⟨

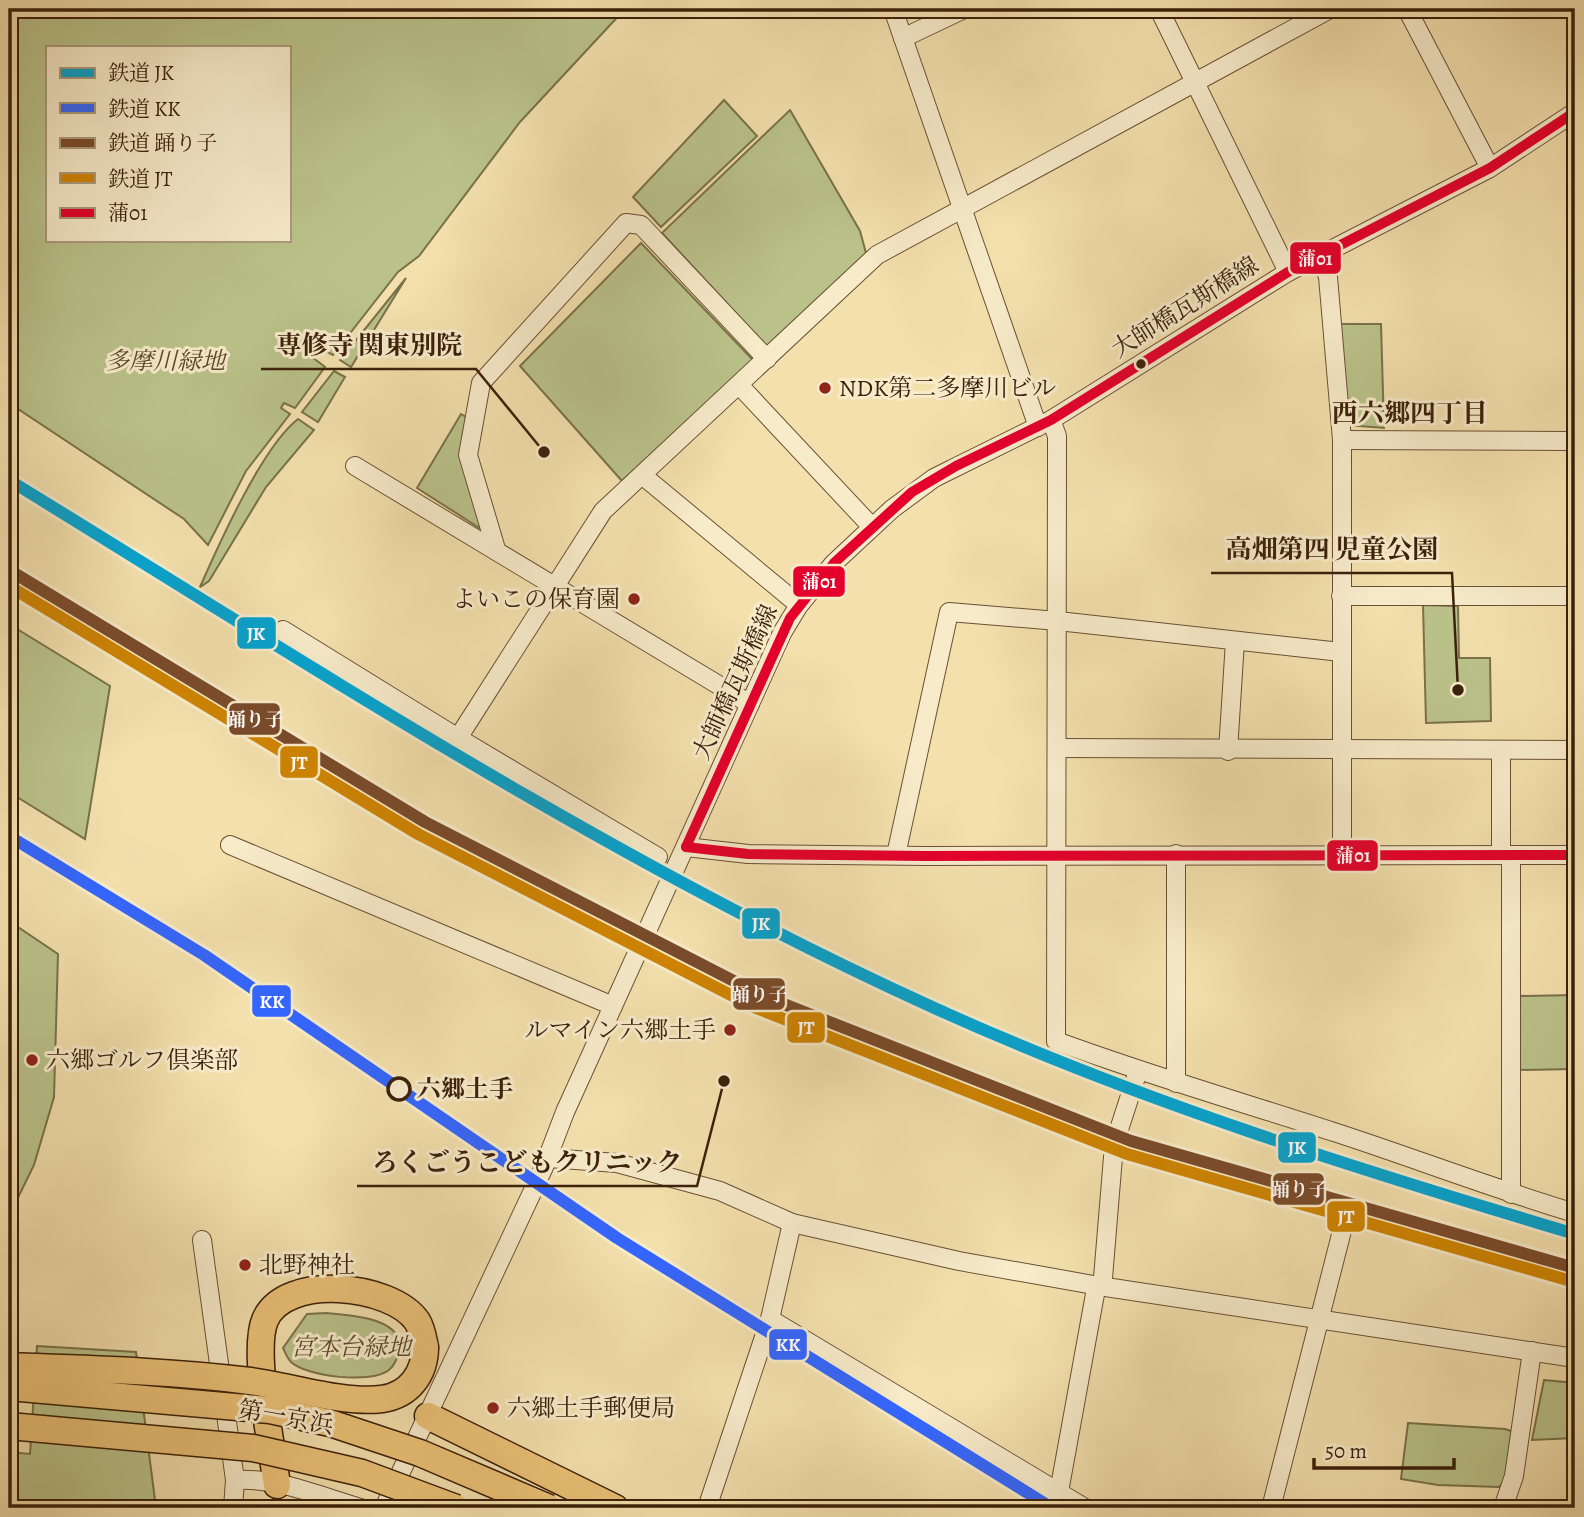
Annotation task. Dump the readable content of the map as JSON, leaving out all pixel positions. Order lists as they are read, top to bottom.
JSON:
{
  "streets": {
    "highway": ["第一京浜"],
    "street": ["大師橋瓦斯橋線"]
  },
  "districts": ["西六郷四丁目"],
  "parks": ["多摩川緑地", "宮本台緑地"],
  "places": [
    "NDK第二多摩川ビル",
    "専修寺 関東別院",
    "よいこの保育園",
    "高畑第四 児童公園",
    "ルマイン六郷土手",
    "六郷ゴルフ倶楽部",
    "ろくごうこどもクリニック",
    "六郷土手",
    "北野神社",
    "六郷土手郵便局"
  ],
  "lines": [
    "transit line 蒲01",
    "rail line JK",
    "rail line 踊り子",
    "rail line JT",
    "rail line KK"
  ],
  "legend": [
    "鉄道 JK",
    "鉄道 KK",
    "鉄道 踊り子",
    "鉄道 JT",
    "蒲01"
  ],
  "scale_bar": "50 m"
}
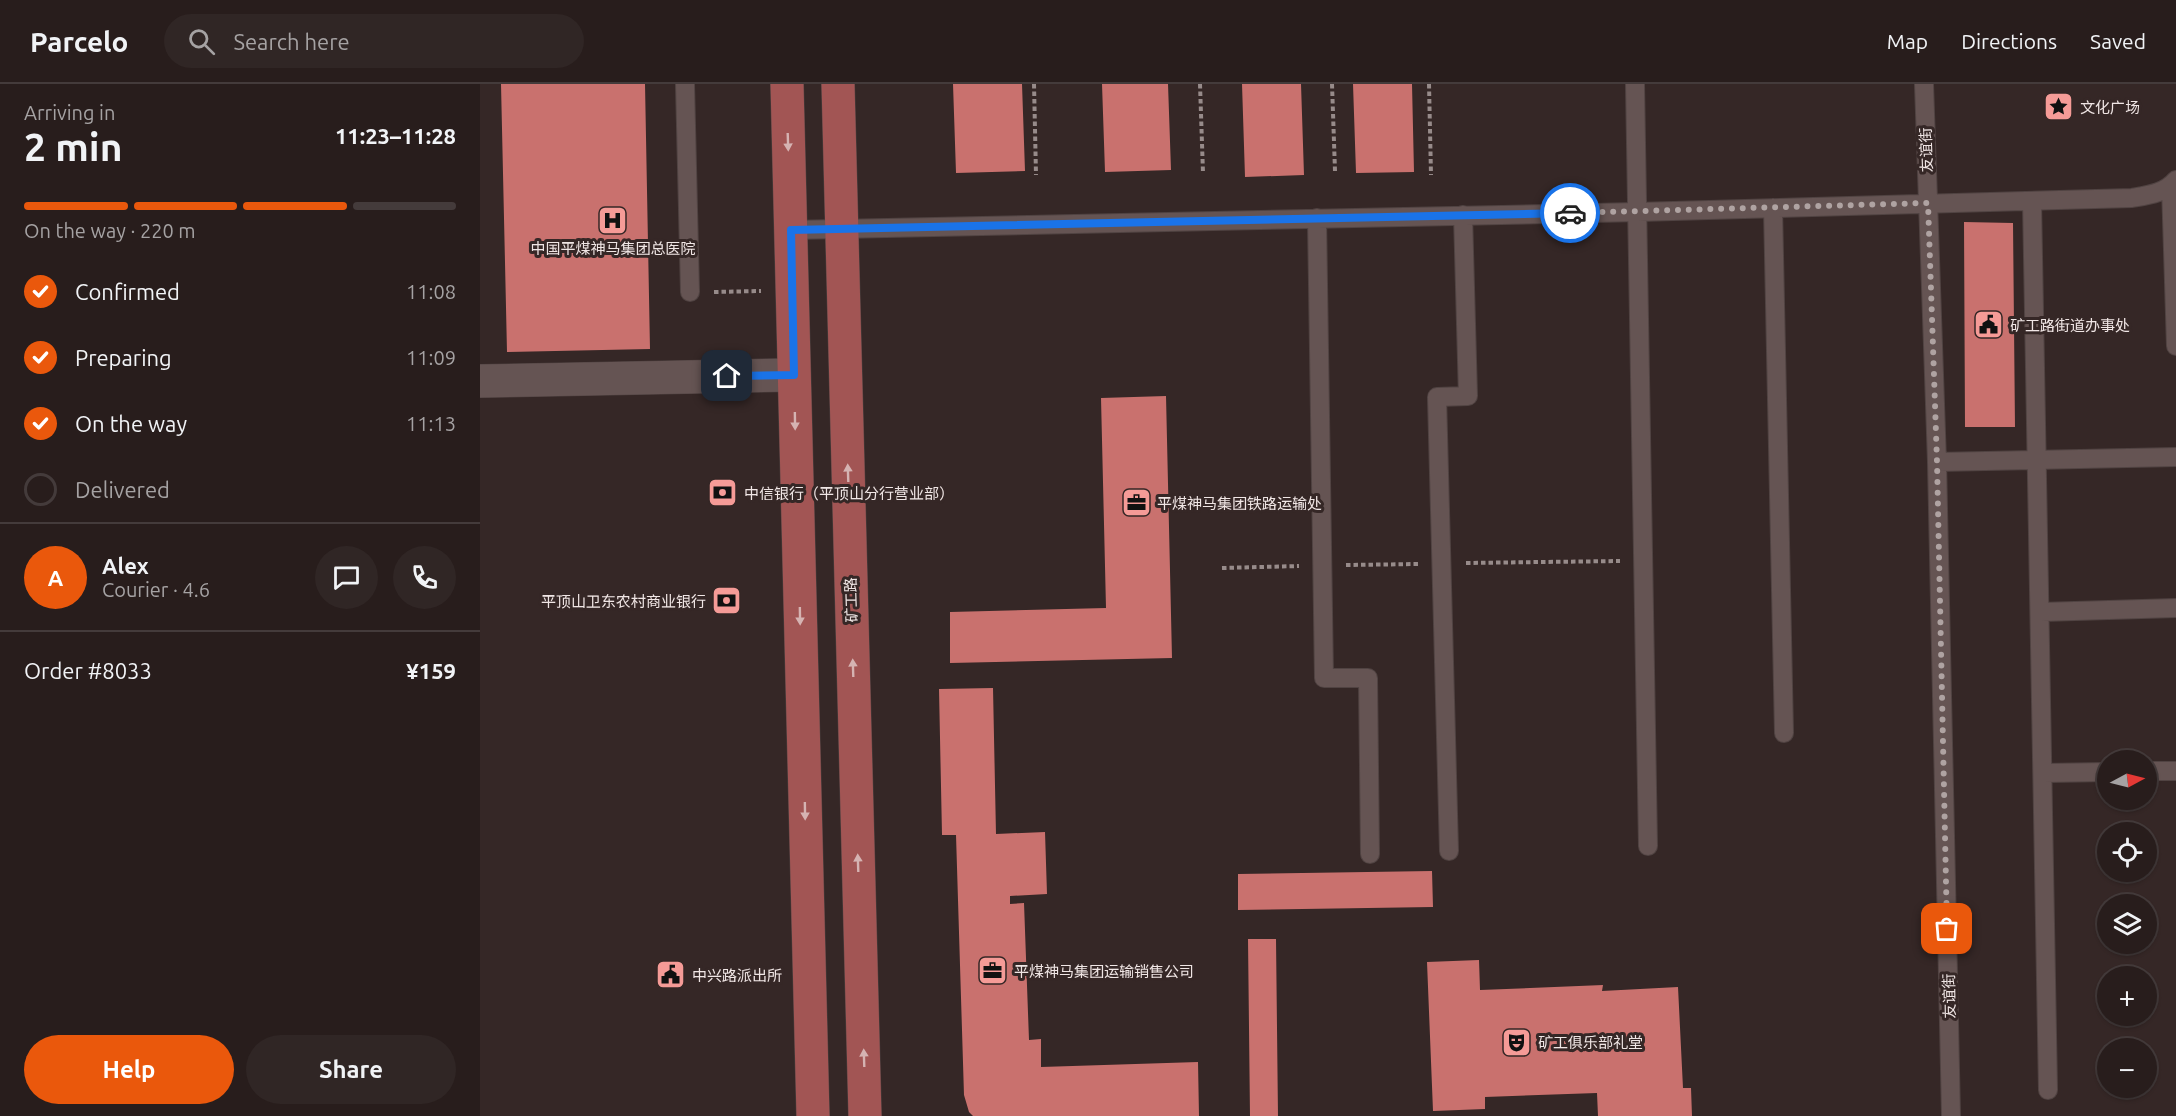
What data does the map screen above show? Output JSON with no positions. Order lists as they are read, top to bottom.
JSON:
{
  "streets": {
    "main road": ["矿工路"],
    "lane": ["友谊街"]
  },
  "places": {
    "place": ["文化广场"],
    "hospital": ["中国平煤神马集团总医院"],
    "public building": ["矿工路街道办事处", "中兴路派出所"],
    "bank": ["中信银行（平顶山分行营业部）", "平顶山卫东农村商业银行"],
    "office": ["平煤神马集团铁路运输处", "平煤神马集团运输销售公司"],
    "theatre": ["矿工俱乐部礼堂"]
  },
  "north": "right",
  "page": {
    "header": "Parcelo",
    "search": "Search here",
    "nav": ["Map", "Directions", "Saved"],
    "heading": ["2 min", "Arriving in", "11:23–11:28"],
    "panel": [
      "Alex",
      "Courier · 4.6",
      "Order #8033",
      "¥159"
    ],
    "bar": "On the way · 220 m",
    "list": [
      ["Confirmed", "11:08"],
      ["Preparing", "11:09"],
      ["On the way", "11:13"],
      "Delivered"
    ],
    "round": "A",
    "map_buttons": ["+", "−"],
    "buttons": ["Help", "Share"]
  }
}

⟩

▶ **ASSIGNMENT**
Check each line of the records for the string "bottom" and copy those that have it.

▶ **SOLUTION FOR THIS EXERCISE**
Annotation task. Dump the readable content of the map as JSON, leaving out all pixel positions. Order lists as they are read, top to bottom.
What data does the map screen above show? Output JSON with no positions. Order lists as they are read, top to bottom.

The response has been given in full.